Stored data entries

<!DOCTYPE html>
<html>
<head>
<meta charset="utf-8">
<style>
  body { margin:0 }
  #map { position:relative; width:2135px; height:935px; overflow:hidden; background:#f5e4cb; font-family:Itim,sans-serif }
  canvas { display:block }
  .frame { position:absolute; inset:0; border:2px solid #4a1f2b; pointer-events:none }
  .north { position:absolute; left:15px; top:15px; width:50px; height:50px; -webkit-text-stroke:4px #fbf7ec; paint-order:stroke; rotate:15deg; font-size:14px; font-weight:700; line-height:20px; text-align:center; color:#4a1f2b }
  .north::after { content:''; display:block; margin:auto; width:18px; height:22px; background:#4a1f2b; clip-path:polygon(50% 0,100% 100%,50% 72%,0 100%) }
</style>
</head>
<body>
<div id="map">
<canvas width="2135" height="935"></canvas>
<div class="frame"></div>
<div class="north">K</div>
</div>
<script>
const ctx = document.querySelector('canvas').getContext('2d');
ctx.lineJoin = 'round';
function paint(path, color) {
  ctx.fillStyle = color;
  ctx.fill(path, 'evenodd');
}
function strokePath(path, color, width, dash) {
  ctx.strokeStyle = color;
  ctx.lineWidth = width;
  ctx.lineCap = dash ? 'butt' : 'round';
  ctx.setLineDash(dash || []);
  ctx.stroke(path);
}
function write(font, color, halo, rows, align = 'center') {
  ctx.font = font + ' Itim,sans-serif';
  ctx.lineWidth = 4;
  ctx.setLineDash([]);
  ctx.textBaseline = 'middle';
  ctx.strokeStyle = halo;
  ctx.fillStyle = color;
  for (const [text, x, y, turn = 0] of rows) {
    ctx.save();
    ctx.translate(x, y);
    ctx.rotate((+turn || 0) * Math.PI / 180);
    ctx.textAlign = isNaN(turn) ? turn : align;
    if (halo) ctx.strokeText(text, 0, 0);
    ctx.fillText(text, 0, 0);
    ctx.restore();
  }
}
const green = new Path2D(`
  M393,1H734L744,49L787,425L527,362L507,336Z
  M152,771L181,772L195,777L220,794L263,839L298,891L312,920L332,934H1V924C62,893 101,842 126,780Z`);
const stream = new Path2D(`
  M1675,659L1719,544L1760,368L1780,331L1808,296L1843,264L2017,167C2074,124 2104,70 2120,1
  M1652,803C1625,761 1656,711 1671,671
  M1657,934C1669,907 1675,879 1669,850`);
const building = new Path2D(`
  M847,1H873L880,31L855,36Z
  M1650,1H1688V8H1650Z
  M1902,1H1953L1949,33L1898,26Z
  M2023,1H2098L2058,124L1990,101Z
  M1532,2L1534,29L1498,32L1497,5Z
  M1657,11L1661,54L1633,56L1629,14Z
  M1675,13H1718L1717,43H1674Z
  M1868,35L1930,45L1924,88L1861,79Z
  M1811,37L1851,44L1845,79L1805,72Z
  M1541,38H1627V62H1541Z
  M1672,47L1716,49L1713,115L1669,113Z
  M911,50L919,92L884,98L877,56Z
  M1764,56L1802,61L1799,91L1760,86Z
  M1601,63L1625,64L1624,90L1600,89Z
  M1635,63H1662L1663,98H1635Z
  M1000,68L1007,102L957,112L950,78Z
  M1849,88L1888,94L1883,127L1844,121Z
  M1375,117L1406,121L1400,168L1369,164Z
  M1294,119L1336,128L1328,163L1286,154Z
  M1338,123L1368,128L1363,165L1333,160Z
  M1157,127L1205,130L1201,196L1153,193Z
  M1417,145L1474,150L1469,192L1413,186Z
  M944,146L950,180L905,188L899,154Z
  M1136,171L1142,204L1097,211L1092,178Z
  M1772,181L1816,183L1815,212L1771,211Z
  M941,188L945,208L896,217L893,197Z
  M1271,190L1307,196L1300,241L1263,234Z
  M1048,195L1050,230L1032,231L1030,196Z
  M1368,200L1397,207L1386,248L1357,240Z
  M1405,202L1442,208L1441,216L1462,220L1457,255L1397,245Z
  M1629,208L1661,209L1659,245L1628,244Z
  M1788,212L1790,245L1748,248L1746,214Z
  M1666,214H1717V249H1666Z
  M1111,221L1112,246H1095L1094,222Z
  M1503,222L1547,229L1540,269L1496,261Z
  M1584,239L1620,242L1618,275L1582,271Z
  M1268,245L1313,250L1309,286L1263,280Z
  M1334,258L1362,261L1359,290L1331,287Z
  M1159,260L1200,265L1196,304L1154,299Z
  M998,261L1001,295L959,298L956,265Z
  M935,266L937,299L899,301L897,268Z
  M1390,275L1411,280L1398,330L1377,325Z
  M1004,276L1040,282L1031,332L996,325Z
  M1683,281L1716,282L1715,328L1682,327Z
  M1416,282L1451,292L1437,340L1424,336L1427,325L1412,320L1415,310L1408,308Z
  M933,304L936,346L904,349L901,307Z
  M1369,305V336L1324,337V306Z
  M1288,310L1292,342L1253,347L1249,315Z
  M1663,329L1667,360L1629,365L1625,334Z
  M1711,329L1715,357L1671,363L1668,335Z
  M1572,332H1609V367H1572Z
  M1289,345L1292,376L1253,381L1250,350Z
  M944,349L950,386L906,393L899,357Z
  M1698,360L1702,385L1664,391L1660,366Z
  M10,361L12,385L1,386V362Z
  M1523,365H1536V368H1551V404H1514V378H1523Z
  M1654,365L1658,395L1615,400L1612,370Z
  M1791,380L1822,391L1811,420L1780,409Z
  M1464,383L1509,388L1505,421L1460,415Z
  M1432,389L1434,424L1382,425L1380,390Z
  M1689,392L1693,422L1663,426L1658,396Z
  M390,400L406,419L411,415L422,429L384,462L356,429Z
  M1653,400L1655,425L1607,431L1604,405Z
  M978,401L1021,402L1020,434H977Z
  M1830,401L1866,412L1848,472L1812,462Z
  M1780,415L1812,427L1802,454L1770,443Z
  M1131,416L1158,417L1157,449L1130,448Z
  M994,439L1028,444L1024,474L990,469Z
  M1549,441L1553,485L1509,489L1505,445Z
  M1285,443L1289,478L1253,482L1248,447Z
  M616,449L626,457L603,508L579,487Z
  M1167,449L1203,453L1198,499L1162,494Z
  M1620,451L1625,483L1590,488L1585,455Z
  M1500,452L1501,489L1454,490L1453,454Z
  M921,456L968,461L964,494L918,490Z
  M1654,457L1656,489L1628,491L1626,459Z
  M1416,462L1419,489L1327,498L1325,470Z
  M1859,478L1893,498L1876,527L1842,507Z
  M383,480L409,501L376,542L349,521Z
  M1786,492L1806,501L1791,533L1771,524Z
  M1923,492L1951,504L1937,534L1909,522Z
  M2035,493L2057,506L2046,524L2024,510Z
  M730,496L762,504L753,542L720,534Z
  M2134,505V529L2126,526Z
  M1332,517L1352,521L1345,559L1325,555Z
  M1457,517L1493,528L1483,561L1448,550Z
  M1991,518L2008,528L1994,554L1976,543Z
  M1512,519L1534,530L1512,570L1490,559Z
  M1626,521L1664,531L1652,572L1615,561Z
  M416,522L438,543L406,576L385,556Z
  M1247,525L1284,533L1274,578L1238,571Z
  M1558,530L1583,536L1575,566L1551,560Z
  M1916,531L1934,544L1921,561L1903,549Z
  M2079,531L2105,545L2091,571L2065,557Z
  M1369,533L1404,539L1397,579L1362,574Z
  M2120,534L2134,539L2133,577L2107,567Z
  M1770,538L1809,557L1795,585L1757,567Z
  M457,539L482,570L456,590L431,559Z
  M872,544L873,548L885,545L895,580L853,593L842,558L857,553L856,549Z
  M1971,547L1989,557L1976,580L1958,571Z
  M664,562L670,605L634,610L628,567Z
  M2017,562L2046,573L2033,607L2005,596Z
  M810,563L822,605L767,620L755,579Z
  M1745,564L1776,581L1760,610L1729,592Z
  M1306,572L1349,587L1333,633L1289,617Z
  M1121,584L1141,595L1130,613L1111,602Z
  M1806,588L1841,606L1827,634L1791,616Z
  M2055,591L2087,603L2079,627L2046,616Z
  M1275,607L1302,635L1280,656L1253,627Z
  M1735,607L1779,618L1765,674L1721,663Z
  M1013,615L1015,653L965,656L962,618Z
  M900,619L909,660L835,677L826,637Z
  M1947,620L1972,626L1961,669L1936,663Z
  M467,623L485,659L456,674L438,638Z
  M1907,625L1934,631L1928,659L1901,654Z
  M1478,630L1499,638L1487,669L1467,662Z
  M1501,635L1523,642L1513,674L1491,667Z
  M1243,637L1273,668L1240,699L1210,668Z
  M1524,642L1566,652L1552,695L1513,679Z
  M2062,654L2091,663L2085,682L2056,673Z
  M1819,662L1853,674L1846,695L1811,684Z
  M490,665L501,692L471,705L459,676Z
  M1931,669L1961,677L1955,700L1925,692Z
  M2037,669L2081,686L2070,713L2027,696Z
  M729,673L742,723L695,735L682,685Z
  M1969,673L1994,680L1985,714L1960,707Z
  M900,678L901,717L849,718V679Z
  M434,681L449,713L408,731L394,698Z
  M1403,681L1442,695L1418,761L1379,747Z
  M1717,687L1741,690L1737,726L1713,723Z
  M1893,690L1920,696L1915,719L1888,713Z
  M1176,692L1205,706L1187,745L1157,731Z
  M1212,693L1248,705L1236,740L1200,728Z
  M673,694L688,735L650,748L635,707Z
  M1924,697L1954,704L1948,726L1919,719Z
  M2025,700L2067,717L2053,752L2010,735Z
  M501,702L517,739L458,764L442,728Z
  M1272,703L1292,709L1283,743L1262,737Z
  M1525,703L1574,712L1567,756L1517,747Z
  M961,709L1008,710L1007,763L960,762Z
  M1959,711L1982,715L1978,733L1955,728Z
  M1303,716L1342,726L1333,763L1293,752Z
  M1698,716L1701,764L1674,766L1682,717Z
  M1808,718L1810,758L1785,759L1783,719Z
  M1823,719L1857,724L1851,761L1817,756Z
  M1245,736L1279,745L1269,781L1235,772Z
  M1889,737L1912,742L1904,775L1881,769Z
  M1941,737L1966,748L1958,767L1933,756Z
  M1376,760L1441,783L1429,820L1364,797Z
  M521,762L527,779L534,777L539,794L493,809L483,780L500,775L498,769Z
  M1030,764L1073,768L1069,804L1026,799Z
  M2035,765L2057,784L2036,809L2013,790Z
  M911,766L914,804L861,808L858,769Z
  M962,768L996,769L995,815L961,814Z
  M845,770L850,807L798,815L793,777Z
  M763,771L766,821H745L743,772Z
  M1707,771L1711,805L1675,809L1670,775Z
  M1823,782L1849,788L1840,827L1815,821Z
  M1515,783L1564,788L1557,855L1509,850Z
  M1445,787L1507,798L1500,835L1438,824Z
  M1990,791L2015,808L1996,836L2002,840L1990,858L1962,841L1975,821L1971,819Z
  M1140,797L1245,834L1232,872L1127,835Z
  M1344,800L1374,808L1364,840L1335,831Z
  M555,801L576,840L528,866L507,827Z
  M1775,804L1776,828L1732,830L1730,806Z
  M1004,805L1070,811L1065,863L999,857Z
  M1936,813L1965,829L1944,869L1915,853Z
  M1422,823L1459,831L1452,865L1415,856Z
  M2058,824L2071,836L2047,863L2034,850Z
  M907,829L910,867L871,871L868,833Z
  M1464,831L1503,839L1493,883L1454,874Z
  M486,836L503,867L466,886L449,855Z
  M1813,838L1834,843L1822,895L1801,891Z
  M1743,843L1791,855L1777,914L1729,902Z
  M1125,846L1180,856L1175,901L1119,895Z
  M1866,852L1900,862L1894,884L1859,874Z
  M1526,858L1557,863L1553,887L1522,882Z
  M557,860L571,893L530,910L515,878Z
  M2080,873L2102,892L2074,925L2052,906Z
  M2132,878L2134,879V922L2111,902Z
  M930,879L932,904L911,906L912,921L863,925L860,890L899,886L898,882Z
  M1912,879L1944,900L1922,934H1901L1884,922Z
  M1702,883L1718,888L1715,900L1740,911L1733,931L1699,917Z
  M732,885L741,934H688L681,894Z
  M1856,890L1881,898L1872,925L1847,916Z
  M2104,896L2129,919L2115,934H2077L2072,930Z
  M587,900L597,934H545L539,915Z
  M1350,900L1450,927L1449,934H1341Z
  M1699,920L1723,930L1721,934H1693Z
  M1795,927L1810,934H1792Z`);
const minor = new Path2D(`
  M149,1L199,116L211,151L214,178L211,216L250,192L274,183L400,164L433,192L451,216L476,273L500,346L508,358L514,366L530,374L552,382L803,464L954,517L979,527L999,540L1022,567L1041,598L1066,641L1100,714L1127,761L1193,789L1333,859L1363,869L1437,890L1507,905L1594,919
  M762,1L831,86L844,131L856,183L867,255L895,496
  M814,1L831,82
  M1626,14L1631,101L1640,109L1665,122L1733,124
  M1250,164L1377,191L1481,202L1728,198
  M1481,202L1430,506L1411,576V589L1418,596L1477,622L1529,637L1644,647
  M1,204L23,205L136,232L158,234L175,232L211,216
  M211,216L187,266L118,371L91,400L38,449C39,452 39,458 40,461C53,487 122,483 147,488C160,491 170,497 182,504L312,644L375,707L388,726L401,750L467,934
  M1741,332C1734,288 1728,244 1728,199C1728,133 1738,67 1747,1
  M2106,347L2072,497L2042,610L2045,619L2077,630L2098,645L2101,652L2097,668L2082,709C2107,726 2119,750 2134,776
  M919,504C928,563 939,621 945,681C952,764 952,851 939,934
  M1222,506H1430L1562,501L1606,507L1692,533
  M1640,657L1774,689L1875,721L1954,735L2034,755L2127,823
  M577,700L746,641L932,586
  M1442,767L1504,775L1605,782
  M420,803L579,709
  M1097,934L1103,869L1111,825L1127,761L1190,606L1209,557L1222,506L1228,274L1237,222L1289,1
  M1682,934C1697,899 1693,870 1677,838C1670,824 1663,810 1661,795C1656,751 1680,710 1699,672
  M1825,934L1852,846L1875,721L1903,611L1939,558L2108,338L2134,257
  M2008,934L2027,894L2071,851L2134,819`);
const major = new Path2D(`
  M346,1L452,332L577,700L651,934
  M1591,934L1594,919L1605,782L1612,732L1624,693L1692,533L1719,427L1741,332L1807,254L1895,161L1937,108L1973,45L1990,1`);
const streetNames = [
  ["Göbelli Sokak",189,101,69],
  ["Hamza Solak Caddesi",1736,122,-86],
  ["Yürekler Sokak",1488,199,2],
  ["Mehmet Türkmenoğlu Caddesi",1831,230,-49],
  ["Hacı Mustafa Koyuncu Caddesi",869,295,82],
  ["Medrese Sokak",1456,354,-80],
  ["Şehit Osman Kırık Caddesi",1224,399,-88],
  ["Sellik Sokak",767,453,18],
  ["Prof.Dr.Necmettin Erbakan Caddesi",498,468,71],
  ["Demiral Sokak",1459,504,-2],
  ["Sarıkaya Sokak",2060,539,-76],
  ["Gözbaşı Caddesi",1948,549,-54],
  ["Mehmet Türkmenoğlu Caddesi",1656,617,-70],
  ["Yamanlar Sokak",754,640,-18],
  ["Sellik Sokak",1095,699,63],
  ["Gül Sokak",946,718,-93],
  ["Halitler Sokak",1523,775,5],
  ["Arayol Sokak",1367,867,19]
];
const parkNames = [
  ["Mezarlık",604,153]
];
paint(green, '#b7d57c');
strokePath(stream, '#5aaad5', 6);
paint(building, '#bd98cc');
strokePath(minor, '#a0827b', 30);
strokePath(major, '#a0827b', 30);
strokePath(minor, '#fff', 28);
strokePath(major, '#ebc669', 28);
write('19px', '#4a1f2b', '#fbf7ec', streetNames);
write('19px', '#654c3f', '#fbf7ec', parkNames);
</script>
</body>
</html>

* * *

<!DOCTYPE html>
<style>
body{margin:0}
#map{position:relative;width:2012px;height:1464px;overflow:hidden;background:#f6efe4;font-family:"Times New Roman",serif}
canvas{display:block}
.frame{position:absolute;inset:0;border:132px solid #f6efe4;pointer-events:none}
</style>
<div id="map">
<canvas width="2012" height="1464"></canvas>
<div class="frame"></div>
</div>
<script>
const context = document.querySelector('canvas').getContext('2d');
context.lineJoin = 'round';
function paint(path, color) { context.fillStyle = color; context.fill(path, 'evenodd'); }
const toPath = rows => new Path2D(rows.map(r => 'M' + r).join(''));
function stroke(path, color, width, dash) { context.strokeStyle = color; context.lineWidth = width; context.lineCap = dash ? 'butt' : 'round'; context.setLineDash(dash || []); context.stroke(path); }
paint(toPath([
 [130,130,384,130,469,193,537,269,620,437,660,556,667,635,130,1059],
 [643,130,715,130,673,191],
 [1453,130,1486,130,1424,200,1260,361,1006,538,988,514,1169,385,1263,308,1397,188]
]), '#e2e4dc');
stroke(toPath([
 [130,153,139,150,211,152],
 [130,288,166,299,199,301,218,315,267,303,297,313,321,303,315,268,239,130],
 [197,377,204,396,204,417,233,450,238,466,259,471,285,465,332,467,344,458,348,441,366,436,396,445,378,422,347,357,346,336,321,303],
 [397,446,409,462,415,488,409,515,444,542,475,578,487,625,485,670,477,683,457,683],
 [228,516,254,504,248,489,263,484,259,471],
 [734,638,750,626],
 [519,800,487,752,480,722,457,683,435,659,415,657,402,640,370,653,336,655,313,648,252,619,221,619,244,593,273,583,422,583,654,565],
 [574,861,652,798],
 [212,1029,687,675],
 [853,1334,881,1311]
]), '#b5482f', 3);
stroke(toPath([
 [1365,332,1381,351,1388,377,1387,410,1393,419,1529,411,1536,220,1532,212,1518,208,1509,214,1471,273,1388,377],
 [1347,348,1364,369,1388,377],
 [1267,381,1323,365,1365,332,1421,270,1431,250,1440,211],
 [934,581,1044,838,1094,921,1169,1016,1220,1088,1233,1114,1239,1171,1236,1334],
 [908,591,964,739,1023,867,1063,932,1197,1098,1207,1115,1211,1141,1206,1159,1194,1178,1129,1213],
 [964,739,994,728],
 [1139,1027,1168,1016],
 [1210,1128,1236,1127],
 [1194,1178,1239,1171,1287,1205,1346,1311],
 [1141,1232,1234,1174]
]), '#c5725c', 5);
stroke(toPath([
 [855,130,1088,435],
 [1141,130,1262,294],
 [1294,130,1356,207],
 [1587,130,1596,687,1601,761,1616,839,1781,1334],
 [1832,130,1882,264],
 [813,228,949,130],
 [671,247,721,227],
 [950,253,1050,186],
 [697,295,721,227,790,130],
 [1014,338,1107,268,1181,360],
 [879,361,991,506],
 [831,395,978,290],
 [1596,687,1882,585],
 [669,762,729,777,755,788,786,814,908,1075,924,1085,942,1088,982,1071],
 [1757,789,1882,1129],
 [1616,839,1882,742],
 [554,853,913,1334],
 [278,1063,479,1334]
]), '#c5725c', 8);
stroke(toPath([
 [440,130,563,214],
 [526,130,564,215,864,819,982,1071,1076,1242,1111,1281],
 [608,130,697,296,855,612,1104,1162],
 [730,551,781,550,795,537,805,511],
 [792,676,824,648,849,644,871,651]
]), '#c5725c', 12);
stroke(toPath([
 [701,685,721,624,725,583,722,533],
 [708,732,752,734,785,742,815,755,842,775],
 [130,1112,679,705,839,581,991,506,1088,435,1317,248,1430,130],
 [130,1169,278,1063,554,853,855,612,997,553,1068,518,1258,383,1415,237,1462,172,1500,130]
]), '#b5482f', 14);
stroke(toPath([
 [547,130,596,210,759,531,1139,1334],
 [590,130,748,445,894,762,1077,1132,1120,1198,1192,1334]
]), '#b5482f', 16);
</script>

**Your assignment**
From the entries, copy every line in which the string "getContext" can be found.

**Response for this exercise**
const ctx = document.querySelector('canvas').getContext('2d');
const context = document.querySelector('canvas').getContext('2d');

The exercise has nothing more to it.